→ Items from a data source
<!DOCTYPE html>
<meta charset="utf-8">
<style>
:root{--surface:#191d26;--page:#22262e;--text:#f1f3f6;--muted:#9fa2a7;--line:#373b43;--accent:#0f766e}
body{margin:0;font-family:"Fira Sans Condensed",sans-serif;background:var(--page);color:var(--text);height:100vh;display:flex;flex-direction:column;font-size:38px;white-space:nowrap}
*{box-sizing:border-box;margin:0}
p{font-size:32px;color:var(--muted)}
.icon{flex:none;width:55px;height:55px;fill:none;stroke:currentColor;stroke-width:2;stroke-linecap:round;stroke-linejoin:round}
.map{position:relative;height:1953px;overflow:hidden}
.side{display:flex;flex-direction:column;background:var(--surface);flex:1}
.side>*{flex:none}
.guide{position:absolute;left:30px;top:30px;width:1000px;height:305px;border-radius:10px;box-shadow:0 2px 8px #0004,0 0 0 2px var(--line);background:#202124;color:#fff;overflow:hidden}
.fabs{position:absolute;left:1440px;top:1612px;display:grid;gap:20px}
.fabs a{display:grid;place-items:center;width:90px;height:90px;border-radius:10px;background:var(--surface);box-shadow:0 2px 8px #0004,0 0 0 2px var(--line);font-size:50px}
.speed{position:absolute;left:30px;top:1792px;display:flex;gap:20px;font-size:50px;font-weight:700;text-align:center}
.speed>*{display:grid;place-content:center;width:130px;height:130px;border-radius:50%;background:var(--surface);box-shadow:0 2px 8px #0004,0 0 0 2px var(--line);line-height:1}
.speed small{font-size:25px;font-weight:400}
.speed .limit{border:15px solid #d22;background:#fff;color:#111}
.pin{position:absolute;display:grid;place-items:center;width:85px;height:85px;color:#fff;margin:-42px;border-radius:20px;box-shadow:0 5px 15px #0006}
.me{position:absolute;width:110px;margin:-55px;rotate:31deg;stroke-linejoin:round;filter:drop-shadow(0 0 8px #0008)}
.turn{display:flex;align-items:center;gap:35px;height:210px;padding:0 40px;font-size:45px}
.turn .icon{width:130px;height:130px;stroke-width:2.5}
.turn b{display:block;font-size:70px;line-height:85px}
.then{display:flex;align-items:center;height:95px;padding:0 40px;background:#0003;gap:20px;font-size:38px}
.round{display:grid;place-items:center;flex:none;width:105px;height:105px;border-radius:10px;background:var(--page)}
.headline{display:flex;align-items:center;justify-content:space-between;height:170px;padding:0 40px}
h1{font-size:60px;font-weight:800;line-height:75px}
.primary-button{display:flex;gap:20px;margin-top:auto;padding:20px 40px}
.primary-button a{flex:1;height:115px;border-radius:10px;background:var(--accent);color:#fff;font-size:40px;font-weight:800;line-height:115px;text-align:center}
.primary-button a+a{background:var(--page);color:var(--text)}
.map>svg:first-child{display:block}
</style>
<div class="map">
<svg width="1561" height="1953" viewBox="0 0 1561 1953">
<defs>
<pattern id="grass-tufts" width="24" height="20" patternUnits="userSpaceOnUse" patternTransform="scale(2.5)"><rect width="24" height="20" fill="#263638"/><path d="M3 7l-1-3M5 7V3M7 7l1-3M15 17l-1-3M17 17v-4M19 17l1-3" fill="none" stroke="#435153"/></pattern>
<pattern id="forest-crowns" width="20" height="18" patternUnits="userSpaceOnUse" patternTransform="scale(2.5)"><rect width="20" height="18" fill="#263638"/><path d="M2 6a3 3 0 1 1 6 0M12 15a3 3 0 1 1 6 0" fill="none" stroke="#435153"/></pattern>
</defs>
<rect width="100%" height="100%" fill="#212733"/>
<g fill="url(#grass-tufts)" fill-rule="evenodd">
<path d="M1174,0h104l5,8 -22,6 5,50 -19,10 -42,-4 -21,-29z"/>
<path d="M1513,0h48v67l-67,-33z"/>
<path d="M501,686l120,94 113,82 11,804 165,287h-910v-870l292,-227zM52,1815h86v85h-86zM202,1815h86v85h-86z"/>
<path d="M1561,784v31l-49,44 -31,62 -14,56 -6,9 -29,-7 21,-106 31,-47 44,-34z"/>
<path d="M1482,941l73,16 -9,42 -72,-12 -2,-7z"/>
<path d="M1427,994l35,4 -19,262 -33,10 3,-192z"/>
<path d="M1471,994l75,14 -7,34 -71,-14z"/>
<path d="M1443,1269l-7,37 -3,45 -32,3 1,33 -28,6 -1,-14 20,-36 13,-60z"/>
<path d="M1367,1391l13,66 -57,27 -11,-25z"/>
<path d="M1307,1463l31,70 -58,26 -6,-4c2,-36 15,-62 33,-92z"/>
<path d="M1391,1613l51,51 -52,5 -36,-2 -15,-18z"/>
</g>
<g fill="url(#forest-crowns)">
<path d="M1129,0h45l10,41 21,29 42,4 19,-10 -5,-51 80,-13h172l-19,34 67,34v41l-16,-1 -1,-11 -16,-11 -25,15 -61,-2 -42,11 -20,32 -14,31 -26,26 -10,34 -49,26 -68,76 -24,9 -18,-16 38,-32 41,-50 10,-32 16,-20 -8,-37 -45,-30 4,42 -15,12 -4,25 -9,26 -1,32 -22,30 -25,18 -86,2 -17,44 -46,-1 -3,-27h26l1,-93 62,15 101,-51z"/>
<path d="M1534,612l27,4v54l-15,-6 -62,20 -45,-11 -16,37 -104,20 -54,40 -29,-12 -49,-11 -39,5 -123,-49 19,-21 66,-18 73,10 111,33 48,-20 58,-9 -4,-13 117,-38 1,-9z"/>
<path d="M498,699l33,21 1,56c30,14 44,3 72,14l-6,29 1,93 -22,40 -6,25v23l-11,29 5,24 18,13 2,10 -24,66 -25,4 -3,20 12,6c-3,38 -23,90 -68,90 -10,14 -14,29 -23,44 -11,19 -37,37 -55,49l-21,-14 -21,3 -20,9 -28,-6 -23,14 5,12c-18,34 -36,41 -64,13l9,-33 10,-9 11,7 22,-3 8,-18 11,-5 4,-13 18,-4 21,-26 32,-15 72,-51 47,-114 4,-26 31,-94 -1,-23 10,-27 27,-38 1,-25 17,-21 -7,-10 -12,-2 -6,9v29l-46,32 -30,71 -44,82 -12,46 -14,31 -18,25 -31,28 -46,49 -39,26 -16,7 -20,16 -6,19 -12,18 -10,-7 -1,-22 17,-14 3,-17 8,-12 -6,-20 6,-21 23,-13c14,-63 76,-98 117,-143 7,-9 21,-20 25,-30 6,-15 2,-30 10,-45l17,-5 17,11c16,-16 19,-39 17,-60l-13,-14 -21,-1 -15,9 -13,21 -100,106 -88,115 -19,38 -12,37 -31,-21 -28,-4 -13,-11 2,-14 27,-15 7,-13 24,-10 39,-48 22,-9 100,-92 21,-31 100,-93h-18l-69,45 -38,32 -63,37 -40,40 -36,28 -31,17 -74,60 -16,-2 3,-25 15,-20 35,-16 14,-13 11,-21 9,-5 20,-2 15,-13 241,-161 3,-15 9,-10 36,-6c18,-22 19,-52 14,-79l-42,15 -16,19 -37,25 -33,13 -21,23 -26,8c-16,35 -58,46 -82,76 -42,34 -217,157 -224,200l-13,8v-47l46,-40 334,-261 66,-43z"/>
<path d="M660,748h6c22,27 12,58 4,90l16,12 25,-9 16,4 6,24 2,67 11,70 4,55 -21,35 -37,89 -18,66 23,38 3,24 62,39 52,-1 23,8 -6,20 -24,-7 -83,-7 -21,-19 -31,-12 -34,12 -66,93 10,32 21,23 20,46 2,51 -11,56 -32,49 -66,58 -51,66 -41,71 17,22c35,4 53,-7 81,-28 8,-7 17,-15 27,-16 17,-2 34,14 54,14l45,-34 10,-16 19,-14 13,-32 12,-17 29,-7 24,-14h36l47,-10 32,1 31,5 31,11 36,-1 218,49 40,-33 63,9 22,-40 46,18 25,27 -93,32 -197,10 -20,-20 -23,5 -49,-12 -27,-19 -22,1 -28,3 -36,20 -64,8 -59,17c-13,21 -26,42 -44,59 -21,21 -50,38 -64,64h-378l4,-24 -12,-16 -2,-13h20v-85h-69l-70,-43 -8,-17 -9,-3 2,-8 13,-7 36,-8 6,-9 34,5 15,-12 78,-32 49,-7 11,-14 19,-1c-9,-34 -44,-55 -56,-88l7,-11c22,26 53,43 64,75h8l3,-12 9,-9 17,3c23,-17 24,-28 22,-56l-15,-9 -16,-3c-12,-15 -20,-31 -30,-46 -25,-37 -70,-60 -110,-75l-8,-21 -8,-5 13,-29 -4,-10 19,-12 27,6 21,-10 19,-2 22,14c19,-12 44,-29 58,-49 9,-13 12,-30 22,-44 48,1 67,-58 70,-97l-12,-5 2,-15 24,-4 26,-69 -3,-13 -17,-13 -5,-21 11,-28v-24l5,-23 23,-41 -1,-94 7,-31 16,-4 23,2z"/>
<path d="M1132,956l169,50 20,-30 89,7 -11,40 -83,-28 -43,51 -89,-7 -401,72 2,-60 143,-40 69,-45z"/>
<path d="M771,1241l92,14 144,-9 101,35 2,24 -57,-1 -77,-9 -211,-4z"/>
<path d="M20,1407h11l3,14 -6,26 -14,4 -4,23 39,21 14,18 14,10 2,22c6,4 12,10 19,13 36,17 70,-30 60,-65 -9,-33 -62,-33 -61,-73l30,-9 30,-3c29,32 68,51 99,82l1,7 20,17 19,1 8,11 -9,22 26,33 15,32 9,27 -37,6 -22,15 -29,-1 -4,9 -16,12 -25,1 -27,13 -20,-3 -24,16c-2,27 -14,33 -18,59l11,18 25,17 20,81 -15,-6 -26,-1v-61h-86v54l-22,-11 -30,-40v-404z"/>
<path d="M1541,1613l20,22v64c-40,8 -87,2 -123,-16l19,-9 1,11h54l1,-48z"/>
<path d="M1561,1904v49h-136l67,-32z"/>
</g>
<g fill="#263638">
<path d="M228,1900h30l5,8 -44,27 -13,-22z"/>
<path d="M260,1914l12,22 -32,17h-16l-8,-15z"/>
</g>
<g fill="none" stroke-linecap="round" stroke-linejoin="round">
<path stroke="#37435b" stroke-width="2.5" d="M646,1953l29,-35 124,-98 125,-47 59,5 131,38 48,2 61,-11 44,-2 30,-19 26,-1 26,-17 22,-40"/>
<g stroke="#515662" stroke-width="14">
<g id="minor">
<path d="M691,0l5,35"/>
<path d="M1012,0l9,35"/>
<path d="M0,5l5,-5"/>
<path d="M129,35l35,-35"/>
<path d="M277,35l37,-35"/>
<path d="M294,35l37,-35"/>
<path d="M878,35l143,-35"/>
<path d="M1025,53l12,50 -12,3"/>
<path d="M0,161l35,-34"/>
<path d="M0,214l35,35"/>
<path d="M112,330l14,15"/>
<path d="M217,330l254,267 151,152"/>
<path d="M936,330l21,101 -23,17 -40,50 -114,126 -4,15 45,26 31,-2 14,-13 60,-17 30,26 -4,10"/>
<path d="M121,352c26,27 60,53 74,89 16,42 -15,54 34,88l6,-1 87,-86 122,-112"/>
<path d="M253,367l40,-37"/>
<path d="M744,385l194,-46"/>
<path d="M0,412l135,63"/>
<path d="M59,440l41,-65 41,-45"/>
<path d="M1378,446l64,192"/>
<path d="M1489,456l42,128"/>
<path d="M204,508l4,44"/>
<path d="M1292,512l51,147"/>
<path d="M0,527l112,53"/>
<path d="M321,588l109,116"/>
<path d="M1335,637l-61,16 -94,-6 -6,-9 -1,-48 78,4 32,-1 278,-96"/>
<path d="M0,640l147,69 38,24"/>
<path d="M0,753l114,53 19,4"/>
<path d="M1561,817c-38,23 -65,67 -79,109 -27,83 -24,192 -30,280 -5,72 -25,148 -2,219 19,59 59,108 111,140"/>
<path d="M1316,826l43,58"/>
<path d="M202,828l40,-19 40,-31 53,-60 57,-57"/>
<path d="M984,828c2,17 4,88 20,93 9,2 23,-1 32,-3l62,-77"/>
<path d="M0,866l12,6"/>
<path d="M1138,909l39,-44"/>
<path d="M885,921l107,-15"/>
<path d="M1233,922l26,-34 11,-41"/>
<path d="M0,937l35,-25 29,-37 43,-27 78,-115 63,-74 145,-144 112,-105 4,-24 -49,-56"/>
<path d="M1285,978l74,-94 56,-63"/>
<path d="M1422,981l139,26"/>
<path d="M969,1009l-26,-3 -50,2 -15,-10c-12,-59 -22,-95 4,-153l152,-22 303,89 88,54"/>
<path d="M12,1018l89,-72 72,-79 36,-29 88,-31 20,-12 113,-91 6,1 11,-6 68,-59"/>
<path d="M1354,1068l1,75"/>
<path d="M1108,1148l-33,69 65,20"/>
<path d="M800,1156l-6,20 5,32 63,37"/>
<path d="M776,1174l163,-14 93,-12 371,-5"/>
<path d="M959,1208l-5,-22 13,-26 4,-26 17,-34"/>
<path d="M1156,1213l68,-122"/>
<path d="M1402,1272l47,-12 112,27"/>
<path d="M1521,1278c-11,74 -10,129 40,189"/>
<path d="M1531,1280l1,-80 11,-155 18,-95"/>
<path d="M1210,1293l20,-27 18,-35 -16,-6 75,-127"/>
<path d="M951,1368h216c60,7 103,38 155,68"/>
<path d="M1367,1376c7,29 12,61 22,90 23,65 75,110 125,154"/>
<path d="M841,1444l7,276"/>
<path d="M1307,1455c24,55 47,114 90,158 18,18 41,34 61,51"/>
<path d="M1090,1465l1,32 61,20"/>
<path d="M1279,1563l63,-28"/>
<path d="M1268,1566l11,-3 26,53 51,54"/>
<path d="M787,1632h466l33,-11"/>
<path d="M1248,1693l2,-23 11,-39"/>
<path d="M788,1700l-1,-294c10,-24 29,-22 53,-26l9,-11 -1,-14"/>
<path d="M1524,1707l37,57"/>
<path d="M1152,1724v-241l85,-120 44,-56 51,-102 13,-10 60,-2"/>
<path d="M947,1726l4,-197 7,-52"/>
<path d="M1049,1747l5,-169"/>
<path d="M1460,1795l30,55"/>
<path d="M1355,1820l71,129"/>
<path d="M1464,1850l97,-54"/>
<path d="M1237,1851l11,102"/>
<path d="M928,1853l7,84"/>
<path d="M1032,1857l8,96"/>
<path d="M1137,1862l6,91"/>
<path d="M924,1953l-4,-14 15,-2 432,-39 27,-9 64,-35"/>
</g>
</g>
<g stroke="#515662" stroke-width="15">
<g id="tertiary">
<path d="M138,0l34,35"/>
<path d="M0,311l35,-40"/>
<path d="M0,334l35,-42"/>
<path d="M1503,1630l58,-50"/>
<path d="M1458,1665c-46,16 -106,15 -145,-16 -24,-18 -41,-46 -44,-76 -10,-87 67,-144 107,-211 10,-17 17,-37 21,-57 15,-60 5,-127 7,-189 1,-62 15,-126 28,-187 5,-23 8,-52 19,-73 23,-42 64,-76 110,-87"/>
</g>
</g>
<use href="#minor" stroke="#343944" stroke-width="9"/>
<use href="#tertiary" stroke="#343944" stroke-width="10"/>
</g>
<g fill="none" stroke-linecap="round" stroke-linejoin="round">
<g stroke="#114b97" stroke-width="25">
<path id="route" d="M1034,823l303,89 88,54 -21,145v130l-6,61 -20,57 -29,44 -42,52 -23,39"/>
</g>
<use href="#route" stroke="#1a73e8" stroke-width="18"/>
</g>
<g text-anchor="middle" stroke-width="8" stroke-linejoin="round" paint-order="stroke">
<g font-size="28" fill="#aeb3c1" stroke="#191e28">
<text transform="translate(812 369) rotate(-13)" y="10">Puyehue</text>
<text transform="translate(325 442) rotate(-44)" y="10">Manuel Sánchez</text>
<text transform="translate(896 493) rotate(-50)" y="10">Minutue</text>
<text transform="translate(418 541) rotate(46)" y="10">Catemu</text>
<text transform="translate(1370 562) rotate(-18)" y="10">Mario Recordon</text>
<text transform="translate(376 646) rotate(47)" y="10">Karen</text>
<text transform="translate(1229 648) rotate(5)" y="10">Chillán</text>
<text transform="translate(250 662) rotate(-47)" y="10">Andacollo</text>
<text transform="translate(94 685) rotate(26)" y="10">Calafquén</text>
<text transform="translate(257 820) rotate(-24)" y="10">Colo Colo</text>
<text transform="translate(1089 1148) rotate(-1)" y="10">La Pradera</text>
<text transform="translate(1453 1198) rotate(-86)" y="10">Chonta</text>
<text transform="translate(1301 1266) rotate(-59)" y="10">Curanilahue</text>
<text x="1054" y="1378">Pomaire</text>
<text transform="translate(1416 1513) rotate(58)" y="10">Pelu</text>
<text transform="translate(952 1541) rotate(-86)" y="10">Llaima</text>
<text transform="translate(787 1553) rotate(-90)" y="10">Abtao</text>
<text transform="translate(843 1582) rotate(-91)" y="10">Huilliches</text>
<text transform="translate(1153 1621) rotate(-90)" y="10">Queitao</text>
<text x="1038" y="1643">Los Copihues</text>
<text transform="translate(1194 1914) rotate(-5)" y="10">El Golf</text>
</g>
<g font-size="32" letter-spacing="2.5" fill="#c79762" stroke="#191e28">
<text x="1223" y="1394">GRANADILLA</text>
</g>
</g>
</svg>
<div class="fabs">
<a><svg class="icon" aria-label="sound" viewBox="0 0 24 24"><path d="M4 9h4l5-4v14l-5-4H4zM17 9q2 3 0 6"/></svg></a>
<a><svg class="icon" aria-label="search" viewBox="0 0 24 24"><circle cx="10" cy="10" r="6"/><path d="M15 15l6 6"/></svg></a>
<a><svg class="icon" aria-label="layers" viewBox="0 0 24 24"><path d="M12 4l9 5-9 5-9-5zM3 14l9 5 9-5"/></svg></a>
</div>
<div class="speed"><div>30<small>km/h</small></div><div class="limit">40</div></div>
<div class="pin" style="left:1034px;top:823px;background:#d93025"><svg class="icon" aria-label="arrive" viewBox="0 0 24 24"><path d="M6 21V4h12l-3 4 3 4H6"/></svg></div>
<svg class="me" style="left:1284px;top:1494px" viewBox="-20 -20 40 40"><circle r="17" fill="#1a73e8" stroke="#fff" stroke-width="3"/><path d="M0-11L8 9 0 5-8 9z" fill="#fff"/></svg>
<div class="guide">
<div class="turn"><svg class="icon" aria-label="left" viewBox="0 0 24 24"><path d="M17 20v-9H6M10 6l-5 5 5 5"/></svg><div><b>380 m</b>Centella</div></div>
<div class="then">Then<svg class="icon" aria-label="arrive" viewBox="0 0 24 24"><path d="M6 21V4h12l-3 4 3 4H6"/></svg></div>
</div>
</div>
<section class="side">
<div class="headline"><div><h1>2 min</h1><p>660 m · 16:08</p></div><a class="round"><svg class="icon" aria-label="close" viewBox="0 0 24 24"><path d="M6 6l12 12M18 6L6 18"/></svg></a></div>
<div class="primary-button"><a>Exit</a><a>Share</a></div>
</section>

→ WORK REQUIRED
Take the entries above and copy out all lines with the string "limit".

→ EXERCISE OUTPUT
.speed .limit{border:15px solid #d22;background:#fff;color:#111}
<div class="speed"><div>30<small>km/h</small></div><div class="limit">40</div></div>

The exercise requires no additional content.